No Diagram Anatomy with Dark Room Ballet
Saturdays, Nov. 18, Dec. 9, Dec. 16, 4 - 6pm ET, on Zoom
Announcing a new series of three no-diagram anatomy workshops open to all (with priority given to blind and visually impaired students), no prior experience required.
Speculative Crip Ecologies + Rituals in the Age of Multispecies Disability
Starting Sunday, Nov. 19, 4:30 - 6pm PT, on Zoom
Speculative Crip Ecologies + Rituals in the Age of Multispecies Disability is a disability centered reading and discussion series organized by disabled Indigenous artist moira williams. This series is for disabled communities across race, gender and class as it addresses Disability Justice and Eco Justice, words that are rarely paired together, yet are in constant conversation and closely woven together in our world. We will be reading and discussing a collection of poems, essays, performances and chapters as a group.

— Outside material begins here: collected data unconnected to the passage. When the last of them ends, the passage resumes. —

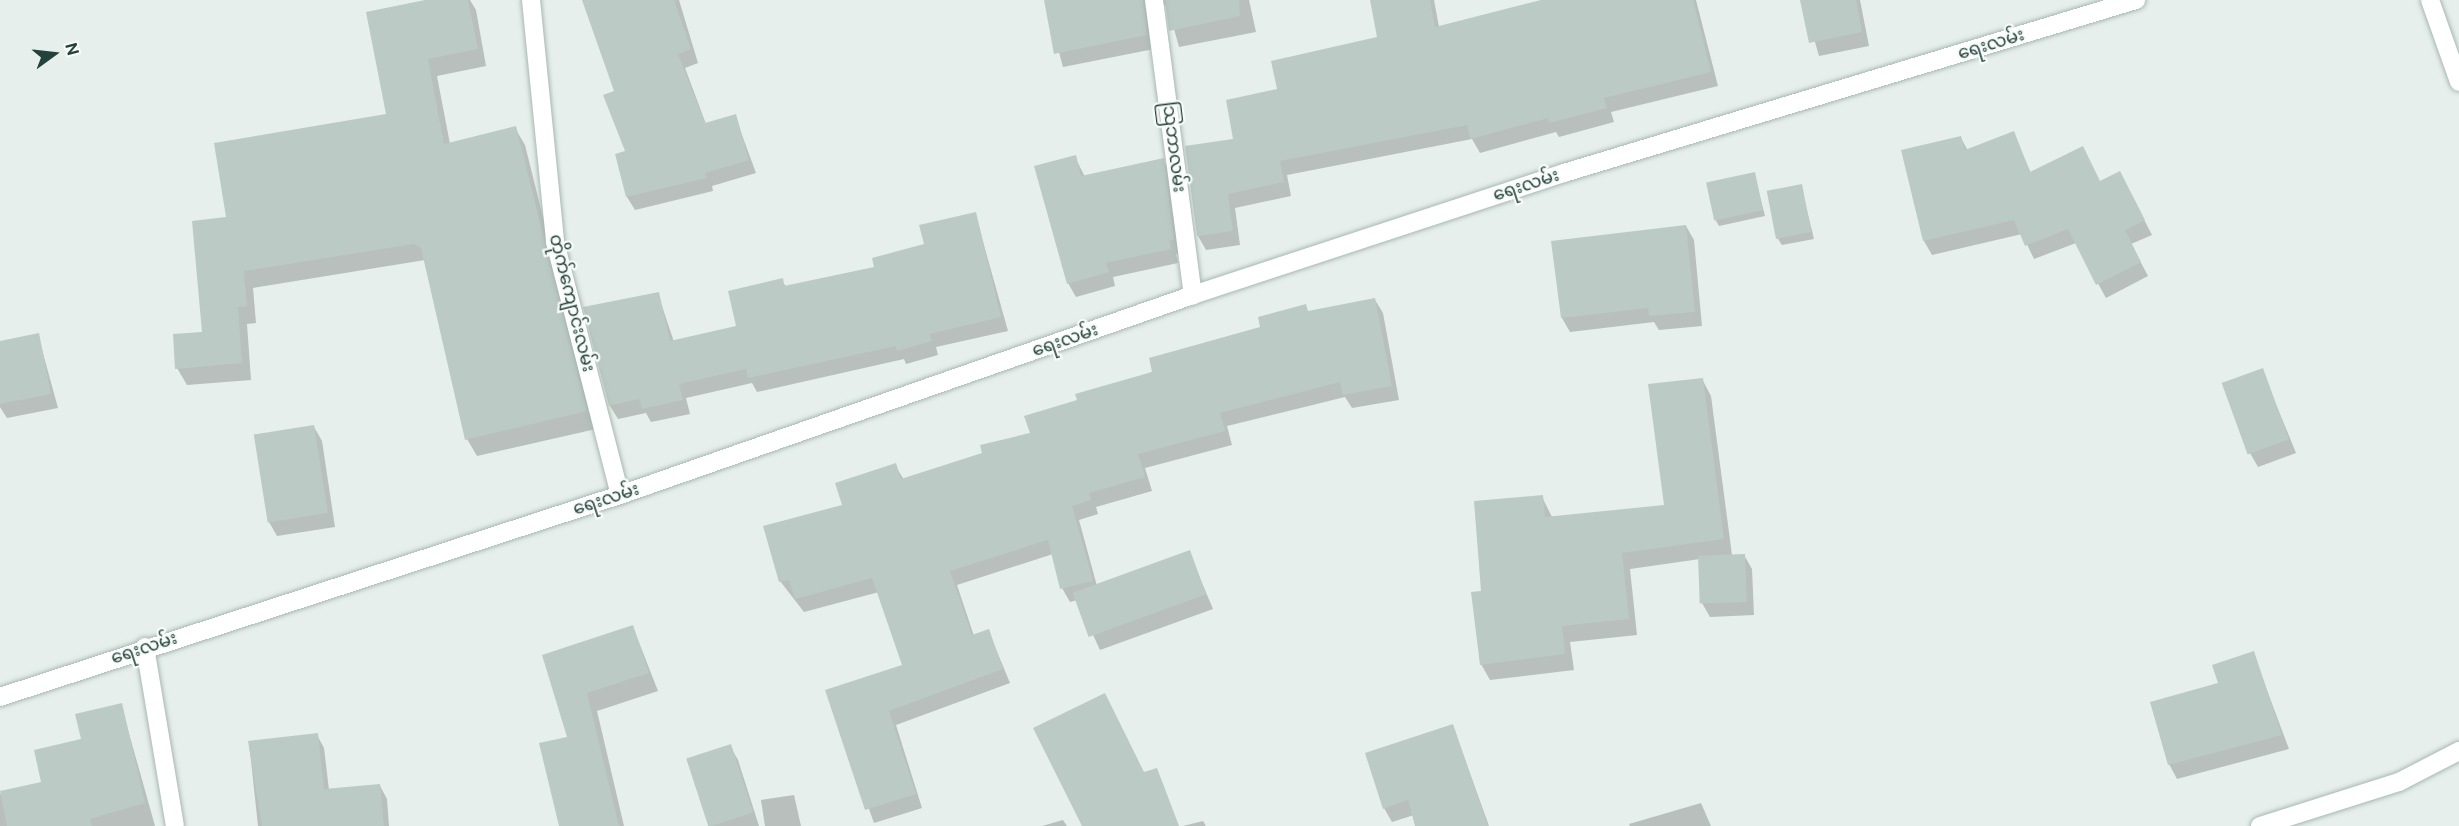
<!DOCTYPE html>
<meta charset="utf-8">
<style>
body{margin:0}
#map{position:relative;width:2459px;height:826px;overflow:hidden;background:#e6efeb;font-family:"Public Sans","Noto Sans Myanmar",sans-serif}
div>[style]{position:absolute}
[style*='--x']{left:calc(var(--x)*1px);top:calc(var(--y)*1px);width:calc(var(--w)*1px);rotate:calc(var(--a)*1deg)}
.shadow>*{inset:0;background:#0003}
.building>*{inset:0;background:#bbcac4;transform-origin:0 0}
.roads{filter:drop-shadow(0 0 2px #a8b8b2) drop-shadow(0 0 2px #a8b8b2)}
.lane>*{height:18px;margin:-9px;padding:0 9px;transform-origin:9px;border-radius:9px;background:#fff}
.street>*{height:18px;margin:-9px;padding:0 9px;transform-origin:9px;border-radius:9px;background:#fff}
.secondary>*{height:18px;margin:-9px;padding:0 9px;transform-origin:9px;border-radius:9px;background:#fff}
span{translate:-50% -50%;white-space:nowrap;text-align:center;line-height:1.15;-webkit-text-stroke:4.5px #f7fbf9;paint-order:stroke}
.street-label{font-size:18px;color:#24423a}
.north{position:absolute;left:24px;top:24px;width:60px;height:60px;-webkit-text-stroke:4px #f7fbf9;paint-order:stroke;rotate:75deg;font-size:16px;font-weight:700;line-height:24px;text-align:center;color:#24423a}
.north::after{content:'';display:block;margin:auto;width:21px;height:27px;background:#24423a;clip-path:polygon(50% 0,100% 100%,50% 72%,0 100%)}
</style>
<div id="map">
<div class="shadow">
<div style="clip-path:polygon(431px 0,470px 0,476px 10px,486px 66px,437px 76px,450px 144px,515px 128px,525px 145px,596px 429px,477px 456px,467px 439px,425px 260px,253px 288px,256px 323px,247px 324px,251px 380px,187px 385px,177px 368px,203px 333px,228px 219px,388px 115px)"></div>
<div style="clip-path:polygon(586px 0,679px 0,698px 63px,685px 68px,706px 124px,735px 116px,756px 173px,712px 186px,713px 191px,635px 210px,627px 197px,627px 152px,616px 92px)"></div>
<div style="clip-path:polygon(1045px 0,1249px 0,1256px 32px,1179px 47px,1168px 7px,1160px 2px,1154px 49px,1063px 67px)"></div>
<div style="clip-path:polygon(1372px 0,1434px 0,1439px 27px,1557px 0,1696px 0,1718px 86px,1611px 112px,1614px 122px,1559px 137px,1556px 132px,1480px 153px,1472px 139px,1287px 175px,1291px 196px,1235px 208px,1240px 245px,1206px 250px,1198px 236px,1235px 140px,1279px 91px,1379px 38px)"></div>
<div style="clip-path:polygon(1803px 0,1860px 0,1869px 46px,1819px 56px)"></div>
<div style="clip-path:polygon(2013px 133px,2031px 173px,2127px 187px,2152px 235px,2131px 244px,2148px 276px,2106px 298px,2076px 243px,2034px 259px,2022px 234px,1932px 255px,1924px 241px,1961px 138px,1968px 151px)"></div>
<div style="clip-path:polygon(1075px 157px,1085px 177px,1163px 160px,1171px 174px,1181px 253px,1176px 254px,1178px 263px,1113px 277px,1115px 286px,1076px 297px,1068px 283px)"></div>
<div style="clip-path:polygon(1754px 173px,1765px 216px,1719px 226px,1715px 219px)"></div>
<div style="clip-path:polygon(1801px 186px,1814px 239px,1782px 245px,1778px 239px)"></div>
<div style="clip-path:polygon(975px 213px,1008px 331px,936px 347px,938px 355px,906px 364px,904px 359px,757px 392px,752px 383px,686px 398px,690px 414px,651px 422px,646px 413px,618px 419px,610px 406px,585px 308px,658px 294px,674px 342px,738px 327px,782px 280px,786px 287px,876px 268px,926px 245px)"></div>
<div style="clip-path:polygon(1686px 226px,1694px 240px,1702px 326px,1659px 330px,1654px 322px,1570px 332px,1562px 318px)"></div>
<div style="clip-path:polygon(1375px 300px,1383px 313px,1399px 400px,1352px 408px,1345px 397px,1227px 426px,1232px 445px,1145px 468px,1152px 491px,1096px 507px,1098px 514px,1079px 520px,1097px 586px,1189px 552px,1213px 609px,1100px 650px,1077px 600px,1070px 602px,1062px 588px,1053px 554px,957px 585px,974px 636px,988px 630px,1010px 683px,896px 725px,922px 808px,874px 823px,827px 691px,904px 665px,879px 592px,804px 612px,780px 581px,844px 506px,895px 465px,904px 480px,984px 454px,1032px 434px,1079px 401px,1262px 328px)"></div>
<div style="clip-path:polygon(38px 335px,58px 408px,7px 418px,0 407px,0 343px)"></div>
<div style="clip-path:polygon(2262px 370px,2296px 453px,2258px 467px,2250px 453px)"></div>
<div style="clip-path:polygon(1702px 379px,1711px 396px,1732px 555px,1744px 555px,1752px 569px,1754px 615px,1710px 617px,1702px 603px,1700px 559px,1630px 569px,1637px 635px,1570px 642px,1574px 670px,1490px 680px,1481px 664px,1482px 592px,1542px 497px,1552px 517px,1666px 506px)"></div>
<div style="clip-path:polygon(314px 427px,322px 441px,335px 527px,277px 536px,269px 522px,255px 435px)"></div>
<div style="clip-path:polygon(633px 627px,658px 691px,597px 711px,624px 826px,560px 826px,569px 738px,544px 656px)"></div>
<div style="clip-path:polygon(2253px 653px,2289px 749px,2177px 779px,2169px 764px,2220px 684px)"></div>
<div style="clip-path:polygon(121px 705px,155px 826px,0 826px,0 794px,43px 783px)"></div>
<div style="clip-path:polygon(1453px 726px,1489px 826px,1417px 826px,1414px 815px,1392px 822px,1384px 808px)"></div>
<div style="clip-path:polygon(317px 735px,324px 748px,329px 790px,380px 786px,387px 799px,389px 826px,258px 826px,249px 742px)"></div>
<div style="clip-path:polygon(730px 746px,738px 760px,759px 826px,709px 826px,687px 760px)"></div>
<div style="clip-path:polygon(794px 795px,801px 826px,765px 826px,761px 800px)"></div>
<div style="clip-path:polygon(1701px 803px,1711px 826px,1630px 826px,1629px 824px)"></div>
<div style="clip-path:polygon(1063px 820px,1067px 826px,1042px 826px)"></div>
<div style="clip-path:polygon(1203px 821px,1206px 826px,1183px 826px)"></div>
</div>
<div class="building">
<div style="clip-path:polygon(425px 0,468px 0,478px 49px,428px 59px,444px 144px,516px 126px,587px 411px,465px 440px,421px 248px,414px 244px,244px 271px,247px 306px,238px 307px,242px 363px,175px 369px,173px 334px,202px 332px,192px 221px,226px 217px,214px 143px,386px 114px,366px 12px)"></div>
<div style="clip-path:polygon(582px 0,674px 0,691px 49px,678px 54px,705px 123px,736px 114px,749px 160px,705px 173px,707px 178px,626px 197px,615px 154px,625px 151px,603px 95px,614px 91px)"></div>
<div style="clip-path:polygon(1044px 0,1143px 0,1147px 35px,1054px 54px)"></div>
<div style="clip-path:polygon(1165px 0,1239px 0,1240px 16px,1169px 31px)"></div>
<div style="clip-path:polygon(1370px 0,1430px 0,1435px 27px,1541px 0,1693px 0,1711px 72px,1604px 98px,1607px 108px,1549px 123px,1548px 118px,1470px 139px,1467px 125px,1280px 161px,1284px 182px,1228px 194px,1233px 231px,1197px 236px,1185px 146px,1233px 139px,1226px 100px,1277px 89px,1271px 61px,1377px 37px)"></div>
<div style="clip-path:polygon(1800px 0,1856px 0,1862px 32px,1809px 43px)"></div>
<div style="clip-path:polygon(2014px 131px,2030px 172px,2083px 146px,2100px 181px,2120px 171px,2145px 220px,2125px 230px,2141px 262px,2096px 285px,2068px 229px,2025px 246px,2014px 220px,1923px 241px,1901px 150px,1961px 136px,1965px 150px)"></div>
<div style="clip-path:polygon(1076px 155px,1081px 176px,1164px 158px,1174px 240px,1169px 240px,1171px 249px,1106px 263px,1109px 272px,1067px 284px,1034px 166px)"></div>
<div style="left:1755px;top:172px;width:39px;height:50px;rotate:78deg"></div>
<div style="left:1802px;top:184px;width:49px;height:36px;rotate:79deg"></div>
<div style="clip-path:polygon(976px 212px,1001px 317px,930px 334px,932px 341px,897px 351px,896px 346px,748px 378px,746px 369px,679px 384px,683px 400px,642px 409px,639px 399px,609px 406px,583px 307px,659px 292px,670px 341px,736px 326px,728px 291px,783px 278px,784px 286px,874px 267px,872px 258px,924px 244px,919px 225px)"></div>
<div style="clip-path:polygon(1686px 225px,1695px 312px,1649px 316px,1648px 308px,1561px 318px,1551px 241px)"></div>
<div style="clip-path:polygon(1375px 298px,1392px 386px,1343px 395px,1340px 382px,1220px 413px,1225px 431px,1138px 454px,1145px 477px,1089px 493px,1091px 500px,1072px 506px,1093px 581px,1060px 589px,1048px 540px,950px 571px,972px 635px,989px 629px,1003px 669px,889px 711px,916px 794px,865px 810px,825px 690px,902px 665px,872px 578px,795px 599px,789px 580px,779px 582px,763px 526px,842px 505px,835px 483px,896px 463px,901px 479px,982px 453px,980px 445px,1030px 433px,1024px 416px,1077px 400px,1075px 394px,1152px 372px,1149px 358px,1260px 327px,1258px 317px,1306px 304px,1308px 311px)"></div>
<div style="clip-path:polygon(39px 333px,51px 394px,0 404px,0 341px)"></div>
<div style="left:2263px;top:368px;width:76px;height:44px;rotate:70deg"></div>
<div style="clip-path:polygon(1703px 378px,1724px 539px,1622px 553px,1629px 619px,1562px 626px,1565px 654px,1480px 665px,1471px 592px,1481px 591px,1474px 501px,1543px 495px,1545px 517px,1664px 505px,1648px 384px)"></div>
<div style="left:314px;top:425px;width:89px;height:61px;rotate:81deg"></div>
<div style="left:1190px;top:550px;width:47px;height:125px;rotate:70deg"></div>
<div style="left:1745px;top:554px;width:48px;height:47px;rotate:88deg"></div>
<div style="clip-path:polygon(633px 625px,649px 673px,587px 693px,619px 826px,559px 826px,539px 743px,567px 737px,542px 655px)"></div>
<div style="clip-path:polygon(2254px 651px,2282px 735px,2168px 765px,2150px 702px,2218px 683px,2212px 665px)"></div>
<div style="clip-path:polygon(1105px 693px,1144px 772px,1157px 768px,1179px 826px,1082px 826px,1033px 728px)"></div>
<div style="clip-path:polygon(122px 703px,145px 803px,90px 819px,92px 826px,7px 826px,0 791px,41px 782px,34px 750px,81px 739px,75px 714px)"></div>
<div style="clip-path:polygon(1453px 724px,1488px 826px,1415px 826px,1408px 800px,1383px 809px,1365px 753px)"></div>
<div style="clip-path:polygon(318px 733px,324px 789px,380px 784px,384px 826px,262px 826px,248px 741px)"></div>
<div style="left:731px;top:744px;width:72px;height:47px;rotate:72deg"></div>
</div>
<div class="roads">
<div class="lane">
<div style="--x:145;--y:647;--w:181;--a:80.5"></div>
</div>
<div class="street">
<div style="--x:531;--y:0;--w:243;--a:84.3"></div>
<div style="--x:555;--y:242;--w:261;--a:75.6"></div>
<div style="--x:1154;--y:0;--w:298;--a:82.5"></div>
<div style="--x:2430;--y:0;--w:87;--a:70.5"></div>
<div style="--x:2260;--y:826;--w:146;--a:-17.6"></div>
<div style="--x:2399;--y:782;--w:68;--a:-27.3"></div>
</div>
<div class="secondary">
<div style="--x:0;--y:697;--w:652;--a:-18.05"></div>
<div style="--x:620;--y:495;--w:607;--a:-19.24"></div>
<div style="--x:1193;--y:295;--w:391;--a:-18.2"></div>
<div style="--x:1564;--y:173;--w:598;--a:-16.83"></div>
</div>
</div>
<div class="street-label">
<span style="left:1991px;top:44px;rotate:-17deg">ရေးလမ်း</span>
<span style="left:1174px;top:147px;rotate:83deg">သြဘာလမ်း</span>
<span style="left:1526px;top:185px;rotate:-18deg">ရေးလမ်း</span>
<span style="left:572px;top:303px;rotate:76deg">တိုက်ကျောင်းလမ်း</span>
<span style="left:1065px;top:340px;rotate:-19deg">ရေးလမ်း</span>
<span style="left:606px;top:499px;rotate:-18deg">ရေးလမ်း</span>
<span style="left:144px;top:648px;rotate:-18deg">ရေးလမ်း</span>
</div>
<div class="north">N</div>
</div>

With Naomi Ortiz at the first gathering, we will discuss selected readings from their Rituals for Climate Change: A Crip Struggle for Ecojustice.
Open Circle Hive with the NEA’s Beth Bienvenu
Wednesday, Nov. 15, 7pm ET, online
Artists and aspiring artists with disabilities are invited to a discussion with Beth Bienvenu, Director of Accessibility at the NEA, about the new version of the Careers in the Arts Toolkit.
I thank you for this excellent newsletter and would like to connect you with informed sources if you are interested regarding the shortages of medications, including controlled medications that are being unnecessarily imposed in a misguided attempt to reduce addiction and overdose, two severe problems that are also not receiving adequate attention and care, as overdoses skyrocket. The contribution of prescription medication to patients for whom it was prescribed has always been low. The news talks about fentanyl without mentioning the fentanyl that kills is 100s to 1000s of times stronger than the prescription variety-it is animal tranquilizer. We have a growing number of severely injured and aging, progressive, autoimmune and/or genetic disease patients who rely on these medications to be able to have any life or activities yet prescribing has fallen 60%, disproportionately among the patients needing long term care, and their physicians are also being targeted. The disabled community is being targeted by non-FDA approved AI programs that prevent their care.
There is zero publicity. Many suicides have occurred. Every year despite shortages the DEA announces more cutbacks, and patients can’t find a physician even to care for non-pain related issues because they are seen as a liability. Thank you for the opportunity to comment.